Arus impor pangan yang tidak terbendung di era Jokowi semakin menguatkan bahwa kesejahteraan petani bukanlah prioritas bagi pemerintah, faktanya berbagai kebijakan pangan justru merugikan petani Indonesia.
"Pasal 66 dalam RUU OBL menyatakan sumber pangan dalam negeri, cadangan pangan nasional sejajar dengan impor pangan. Ini jelas melukai dan merusak kedaulatan pangan nasional kita," jelas Riyono Ketua DPP PKS bidang Pekerja Petani dan Nelayan
Dalam UU no 18 tahun 2012 tentang Pangan memberikan mandat bahwa impor pangan hanya dilakukan jika produksi dalam negeri tidak mampu terpenuhi, itupun dilakukan bukan saat panen raya petani.

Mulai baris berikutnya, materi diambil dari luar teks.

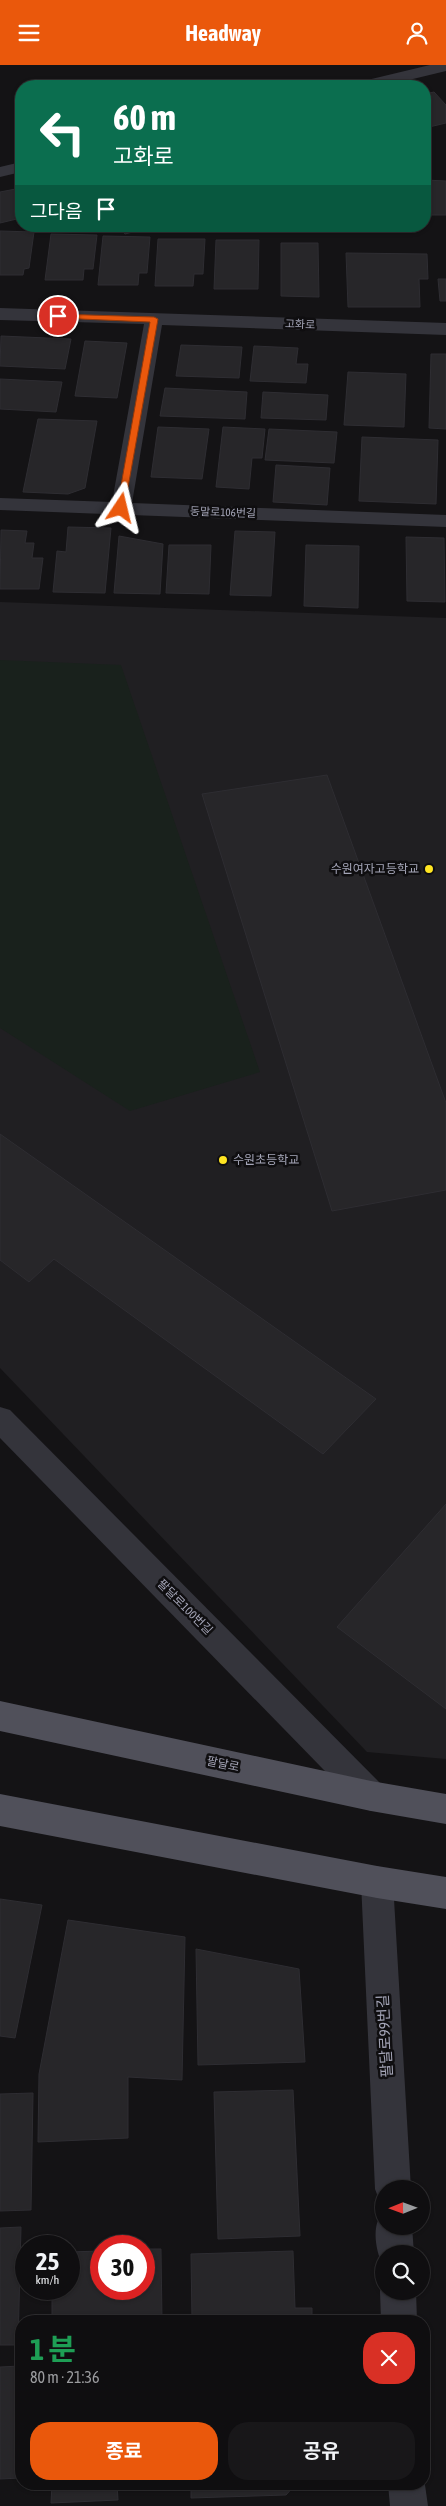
<!DOCTYPE html>
<html lang="ko">
<meta charset="utf-8">
<style>
body{margin:0;font-family:"Asap Condensed","Noto Sans KR",sans-serif;background:#181719;color:#f1f3f6;height:100vh;display:flex;flex-direction:column;font-size:19px;white-space:nowrap}
*{box-sizing:border-box;margin:0}
p{font-size:16px;color:#9b9c9f}
.icon{flex:none;width:28px;height:28px;fill:none;stroke:currentColor;stroke-width:2;stroke-linecap:round;stroke-linejoin:round}
.map{position:relative;flex:1;overflow:hidden}
.details{position:absolute;left:15px;top:2250px;width:415px;height:175px;display:flex;flex-direction:column;background:#0f0e10;border-radius:20px;box-shadow:0 1px 4px #0004,0 0 0 1px #2f2e30}
.details>*{flex:none}
.hud{position:absolute;left:15px;top:15px;width:416px;height:152px;border-radius:20px;box-shadow:0 1px 4px #0004,0 0 0 1px #2f2e30;background:#0b6e4f;color:#fff;overflow:hidden}
.needle{width:32px;rotate:269deg}
.tools{position:absolute;left:375px;top:2115px;display:grid;gap:10px}
.tools a{display:grid;place-items:center;width:55px;height:55px;border-radius:50%;background:#0f0e10;box-shadow:0 1px 4px #0004,0 0 0 1px #2f2e30;font-size:25px}
.speed{position:absolute;left:15px;top:2170px;display:flex;gap:10px;font-size:25px;font-weight:700;text-align:center}
.speed>*{display:grid;place-content:center;width:65px;height:65px;border-radius:50%;background:#0f0e10;box-shadow:0 1px 4px #0004,0 0 0 1px #2f2e30;line-height:1}
.speed small{font-size:12px;font-weight:400}
.speed .limit{border:8px solid #d22;background:#fff;color:#111}
.pin{position:absolute;display:grid;place-items:center;width:42px;height:42px;color:#fff;margin:-21px;border:2px solid #fff;border-radius:50%;box-shadow:0 1px 5px #0007}
.me{position:absolute;width:55px;margin:-28px;rotate:10deg;stroke-linejoin:round;filter:drop-shadow(0 0 4px #0008)}
.turn{display:flex;align-items:center;gap:18px;height:105px;padding:0 15px;font-size:22px}
.turn .icon{width:65px;height:65px;stroke-width:2.5}
.turn b{display:block;font-size:35px;line-height:42px}
.then{display:flex;align-items:center;height:48px;padding:0 15px;background:#0003;gap:10px;font-size:19px}
.round{display:grid;place-items:center;flex:none;width:52px;height:52px;border-radius:20px;background:#181719}
.overview{display:flex;align-items:center;justify-content:space-between;height:85px;padding:0 15px}
h1{font-size:30px;font-weight:700;line-height:38px;color:#1e9e55}
.button{display:flex;gap:10px;margin-top:auto;padding:10px 15px}
.button a{flex:1;height:58px;border-radius:20px;background:#ea580c;color:#fff;font-size:20px;font-weight:700;line-height:58px;text-align:center}
.button a+a{background:#181719;color:#f1f3f6}
header{display:flex;justify-content:space-between;align-items:center;height:65px;padding:0 15px;background:#ea580c;color:#fff;font-size:22px;font-weight:700}
.map>svg:first-child{display:block}
.built{fill:#201f22}
.green{fill:#19211c}
.building{fill:#272629;stroke:#2e2d32}
.lines{fill:none;stroke-linecap:round;stroke-linejoin:round}
.minor{fill:#34343b;fill-rule:evenodd}
.major{fill:#50505a;fill-rule:evenodd}
.route{fill:#ea580c;stroke:#983908}
.poi-dot{fill:#ffe522;stroke:#0f0e10;stroke-width:2}
.labels{text-anchor:middle;stroke-width:5;stroke-linejoin:round;paint-order:stroke}
.far-street-label{font-size:11px;fill:#a4a5b7;stroke:#0f0e10}
.poi-label{font-size:12px;fill:#a4a5b7;stroke:#0f0e10;text-anchor:end}
.street-label{font-size:12px;fill:#a4a5b7;stroke:#0f0e10}
.near-street-label{font-size:15px;fill:#a4a5b7;stroke:#0f0e10}
</style>
<header><svg class="icon" aria-label="menu" viewBox="0 0 24 24"><path d="M4 6h16M4 12h16M4 18h16"/></svg>Headway<svg class="icon" aria-label="person" viewBox="0 0 24 24"><circle cx="12" cy="8" r="4"/><path d="M4 21q1-7 8-7t8 7"/></svg></header>
<div class="map">
<svg width="446" height="2441" viewBox="0 0 446 2441">
<rect width="100%" height="100%" fill="#141315"/>
<path class="built" d="M0,537L446,553V1694L367,1687L0,1303Z"/>
<path class="green" d="M0,595L121,600L260,1007L130,1046L0,963Z"/>
<g class="building">
<path d="M434,27L446,40V58L425,63V29Z"/>
<path d="M425,115L446,116V150H425Z"/>
<path d="M21,123V153L0,158V127Z"/>
<path d="M119,161H156L125,169Z"/>
<path d="M0,166L34,167L29,203L24,204L23,210H0Z"/>
<path d="M51,169L97,170L93,204H84L83,215H45Z"/>
<path d="M103,171L150,172L147,208H139L138,220H98Z"/>
<path d="M158,174H205L203,209H194L193,221H155Z"/>
<path d="M216,175H259L258,224H214Z"/>
<path d="M281,178H318L319,232L281,231Z"/>
<path d="M346,188L427,189L428,214H419L420,242H348Z"/>
<path d="M438,214H446V236H440Z"/>
<path d="M1,271L71,274L65,304L0,301Z"/>
<path d="M85,276L127,278L117,333L75,331Z"/>
<path d="M181,280L242,282L239,313L176,311Z"/>
<path d="M254,281L298,283L296,299H308L306,318L250,316Z"/>
<path d="M431,289H446V364L429,363Z"/>
<path d="M348,307L406,309L404,362L344,360Z"/>
<path d="M0,314L62,317L56,347L0,344Z"/>
<path d="M165,323L247,327L245,354L160,351Z"/>
<path d="M263,327L328,330L326,355L261,353Z"/>
<path d="M38,354L97,356L85,423L68,429L23,427Z"/>
<path d="M158,362L209,364L202,414L151,412Z"/>
<path d="M223,362L265,364L262,393H252L249,424L216,422Z"/>
<path d="M269,364L337,367L334,398L265,395Z"/>
<path d="M362,372L438,375L436,439L359,436Z"/>
<path d="M276,400L330,403L327,440L273,437Z"/>
<path d="M68,462L111,463L105,528L53,527L57,486L66,487Z"/>
<path d="M1,465L27,466L25,478H34L32,493H43L39,524H0Z"/>
<path d="M235,466L275,467L271,531L230,530Z"/>
<path d="M119,471L163,479L160,529L114,528Z"/>
<path d="M406,472L444,473L445,537L407,536Z"/>
<path d="M169,480H211L209,529L166,528Z"/>
<path d="M306,480L359,481L358,543L304,541Z"/>
<path d="M327,710L446,1038V1125L332,1146L202,729Z"/>
<path d="M0,1069L376,1334L323,1389L54,1194L29,1217L0,1195Z"/>
<path d="M446,1439V1644L337,1562Z"/>
<path d="M0,1834L42,1840L15,1973L0,1971Z"/>
<path d="M68,1855L185,1872L182,2015L128,2012V2073L38,2077L39,2009Z"/>
<path d="M196,1884L299,1904L305,1997L198,2000Z"/>
<path d="M293,2025L300,2171L218,2174L214,2027Z"/>
<path d="M33,2028L31,2145L0,2146V2029Z"/>
<path d="M21,2162L18,2280H0V2163Z"/>
<path d="M144,2184H161L162,2256H52V2224H69V2187L101,2186V2224H144Z"/>
<path d="M293,2186L295,2243H312V2256H192L191,2189Z"/>
<path d="M21,2301V2413L0,2414V2302Z"/>
<path d="M52,2419H117L118,2435L51,2438Z"/>
<path d="M191,2419H296L286,2430L191,2433Z"/>
</g>
<g class="lines">
<g class="minor">
<path d="M430,0H446V6L384,21H357L359,17Z"/>
<path d="M21,97V107L0,112V102Z"/>
<path d="M0,243L446,258V270L162,260L132,438L446,450V462L0,445V433L112,437L144,259L0,255Z"/>
<path d="M0,1342L10,1345L382,1720L387,1731L382,1742L371,1746L360,1742L0,1373Z"/>
<path d="M377,1801L389,1806L393,1817L411,2124H384V2138L380,2137L375,2124L361,1817L365,1806Z"/>
<path d="M384,2147V2161H412L414,2189H384V2202C376,2189 370,2158 384,2147Z"/>
<path d="M384,2216V2226H416L417,2256H381L380,2226Z"/>
<path d="M424,2413L428,2441H390L388,2419H424Z"/>
</g>
<g class="major">
<path d="M0,1636L371,1716L446,1729V1759L371,1746L0,1666Z"/>
<path d="M0,1729L377,1801L446,1812V1844L377,1833L0,1761Z"/>
</g>
</g>
<path class="route" d="M55,249L154,252L158,254L124,445L117,443L150,257L58,253H55Z"/>
<g class="poi-dot">
<circle cx="429" cy="804" r="5"/>
<circle cx="223" cy="1095" r="5"/>
</g>
<g class="labels">
<g class="far-street-label">
<text transform="translate(300 259) rotate(2)" y="4">고화로</text>
<text transform="translate(223 447) rotate(2)" y="4">동말로106번길</text>
</g>
<g class="poi-label">
<text x="419" y="808">수원여자고등학교</text>
<text x="233" y="1099" text-anchor="start">수원초등학교</text>
</g>
<g class="street-label">
<text transform="translate(185 1542) rotate(45)" y="4">팔달로100번길</text>
<text transform="translate(223 1699) rotate(12)" y="4">팔달로</text>
</g>
<g class="near-street-label">
<text transform="translate(385 1971) rotate(-93)" y="5">팔달로99번길</text>
</g>
</g>
</svg>
<div class="tools">
<a><svg class="needle" viewBox="-14 -14 28 28"><path d="M0-13l5 13h-10z" fill="#e53935"/><path d="M0 13l5-13h-10z" fill="#9b9c9f"/></svg></a>
<a><svg class="icon" aria-label="search" viewBox="0 0 24 24"><circle cx="10" cy="10" r="6"/><path d="M15 15l6 6"/></svg></a>
</div>
<div class="speed"><div>25<small>km/h</small></div><div class="limit">30</div></div>
<div class="pin" style="left:58px;top:251px;background:#d93025"><svg class="icon" aria-label="arrive" viewBox="0 0 24 24"><path d="M6 21V4h12l-3 4 3 4H6"/></svg></div>
<svg class="me" style="left:121px;top:443px" viewBox="-20 -20 40 40"><path d="M0-17L14 15 0 8-14 15z" fill="#ea580c" stroke="#fff" stroke-width="4"/></svg>
<div class="hud">
<div class="turn"><svg class="icon" aria-label="left" viewBox="0 0 24 24"><path d="M17 20v-9H6M10 6l-5 5 5 5"/></svg><div><b>60 m</b>고화로</div></div>
<div class="then">그다음<svg class="icon" aria-label="arrive" viewBox="0 0 24 24"><path d="M6 21V4h12l-3 4 3 4H6"/></svg></div>
</div>
<section class="details">
<div class="overview"><div><h1>1 분</h1><p>80 m · 21:36</p></div><a class="round" style="background:#d93025;color:#fff"><svg class="icon" aria-label="close" viewBox="0 0 24 24"><path d="M6 6l12 12M18 6L6 18"/></svg></a></div>
<div class="button"><a>종료</a><a>공유</a></div>
</section>
</div>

"Justru dalam RUU OBL pemerintah mengusulkan bahwa impor pangan bisa dilakukan kapan saja demi memenuhi kebutuhan dalam negeri, ini sangat berbahaya bagi petani. Prakteknya sering terjadi pemerintah melakukan impor disaat petani panen raya, akhirnya harga jatuh dan petani makin sengsara," tambah Riyono
Pasal 33 dalam RUU OBL menghapus ketentuan dalam UU no 19 tahun 2013 yang menjadikan petani sebagai soko guru bagi produksi pangan dalam negeri dengan lebih mengutamakan impor.
Riyono menjelaskan Jika impor pangan selalu menjadi kebijakan utama maka kesejahteraan petani hanya utopia, importirlah yang akan mendapatkan nilai plus dan keuntungan ekonomi. Ini jelas tidak adil dan melawan spirit nasionalisme kita untuk bangga dengan produksi dalam negeri.
Harusnya petani dan sektor pertanian yang menjadi penyelamat ditengah resesi ini diberikan penghargaan, merekalah yang memberikan sumbangsih pertumbuhan bagi penyerapan tenaga kerja nasional.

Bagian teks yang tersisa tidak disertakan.